The Tintagel was initially a private home when it was built in 1930. The house was taken over by the British military during the 1940s freedom wrangle and afterwards sold to one of Sri Lanka’s most illustrious post-independence families. The world’s first female prime minister and the nation’s first female president both descended from that family. The family didn’t lease the house to Shanth Fernando until 2005 when he converted it into one of the city’s most distinctive boutique hotels.
Today, I was here to enjoy the signature high tea, and I, have to admit that the property instantly carts you back to the period when it accommodated many political leaders and even hosted royalty Prince Charles and dutchess Camilla in 2013. Perhaps it’s the property’s general serenity, or perhaps it’s the political secrets that are hidden beyond the walls. Beyond the walls, I couldn’t help but get awed by the Vietnamese black lacquer tables, Flemish chandeliers, life-size sculptures overlooking the expansive pool, and a French château mirror in the Red Bar with the same whimsical design as Udayshanth Fernando’s neighbouring Paradise Road Gallery.
This stunning hideaway, which only has 10 suites on display, is hidden behind towering walls of lavender vines. Fernando’s wanderlust-inspired keepsakes adorn the suites with high ceilings that are tastefully equipped with high ceilings, wooden flooring, and a distinctive combination of colour and ambience. Most suites are coated in black, off-white tusk, dark lime, red with a slightly orange tinge, and beige-coloured Paradise Road stripes. Beds are mosquito netting clad, and bathrooms have bathtubs and bathrobes. My personal favourite is the enormous Royal suite that is elegantly embellished apiece, with a separate lounge, mosaic tiled bathroom, and front balcony. Or take the ground-floor North West Suite, next to the pool which features a private courtyard with a plunge pool.
All of the suites have a private sitting area separated from the rest of the room and a balcony, making them ideal for any traveller looking for luxury and seclusion. In restaurants, the trompe l’oeil ceiling draws nearly as many visitors as the menu, which ranges from spicy Sri Lankan Mud Crab soup to grilled sirloin steak to Lankan rice and cashew nut curry.
You can’t go wrong with any of the desserts, but my favourites are the carrot and pineapple cake with lime and cream cheese frosting and the paradise road chocolate cake. Breakfast is offered in a magnificent Courtyard restaurant by hospitable waitstaff, who is also Sri Lanka’s most stylish. They also have a modest gym, a courtyard lap pool, and a marvellously baroscopic library with shelves stacked high with leather-bound classics.

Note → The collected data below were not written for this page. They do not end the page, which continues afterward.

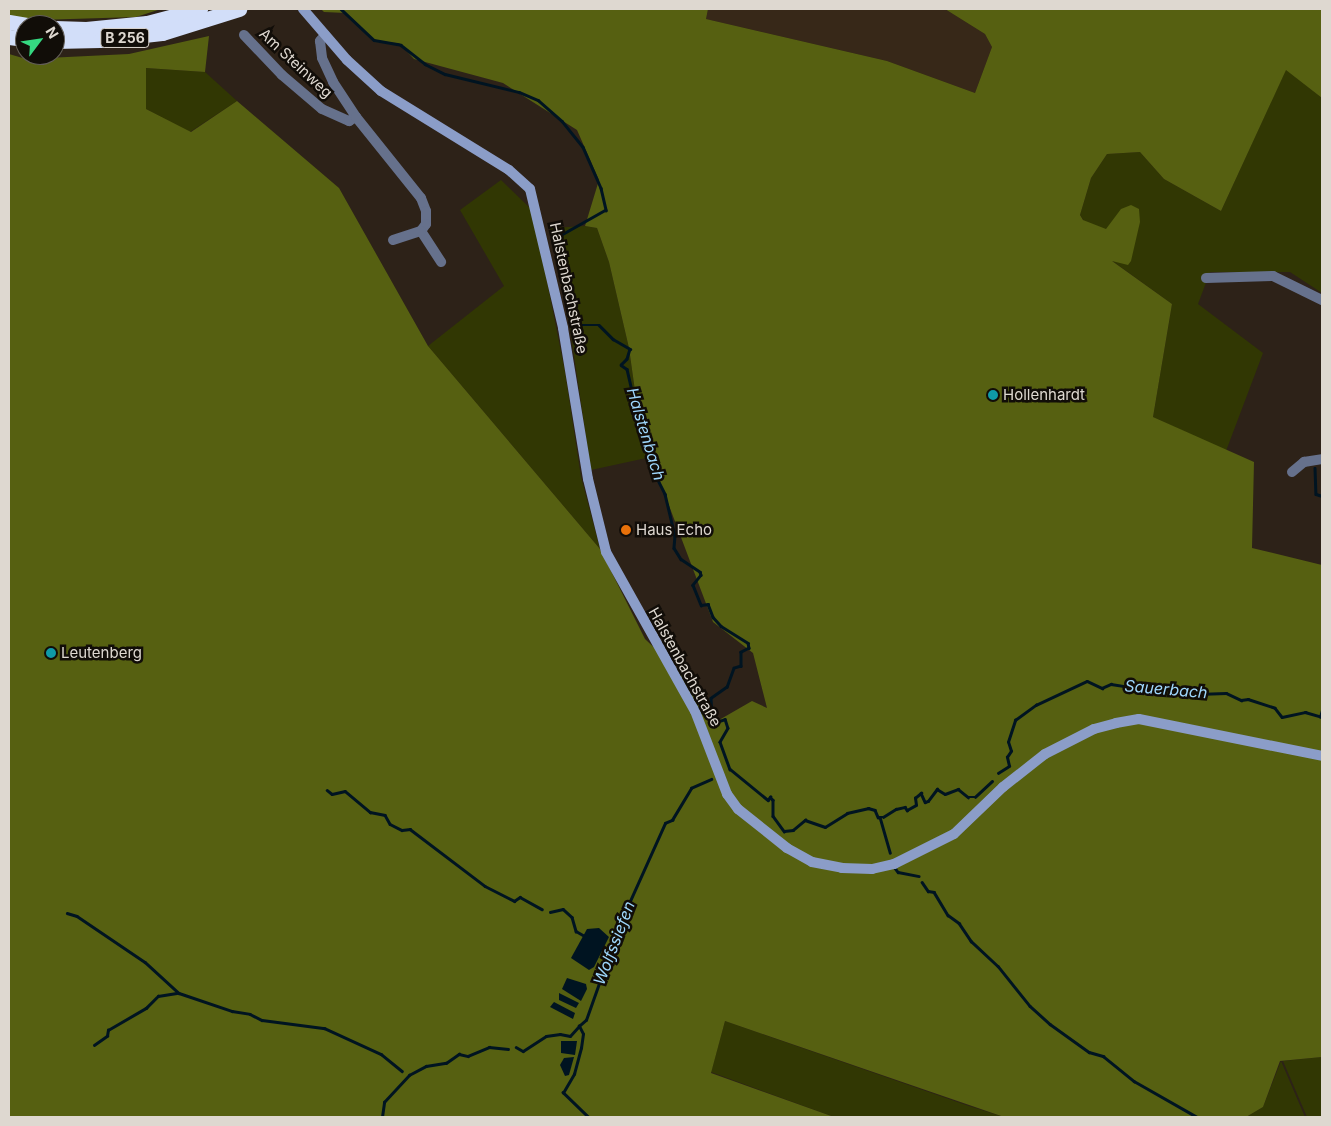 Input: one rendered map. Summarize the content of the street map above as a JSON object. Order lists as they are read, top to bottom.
{
  "streets": {
    "highway": ["B 256"],
    "street": ["Am Steinweg", "Halstenbachstraße"]
  },
  "crossings": [
    ["Am Steinweg", "Halstenbachstraße"]
  ],
  "water": ["Halstenbach", "Sauerbach", "Wolfssiefen"],
  "places": ["Hollenhardt", "Haus Echo", "Leutenberg"],
  "north": "top right"
}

I was able to experience Sri Lankan culture firsthand thanks to my trip to the Tintagel, and I also learnt about the history of the nation and how its residents are bringing it into the present.
In low season, double rooms start at US$311 (£245); in peak season, they start at US$341 (£268). Included is breakfast. Free WiFi. The Galle Face Green, National Museum, and House Number 11 (residence of architect Geoffrey Bawa) are all accessible from here in under 10 minutes. Take a Tuk-Tuk or an Uber to get around.
Veidehi Gite reports about her recent visit to Sri Lanka, where she visited Udayshanth Fernando’s outstanding Gallery store and 10-suite boutique hotel in Colombo’s trendiest neighborhoods. Its contemporary interiors in the monochromatic color palette, lavish floral arrangements, and striking Sri Lankan modern art by notable local artists will have your heart.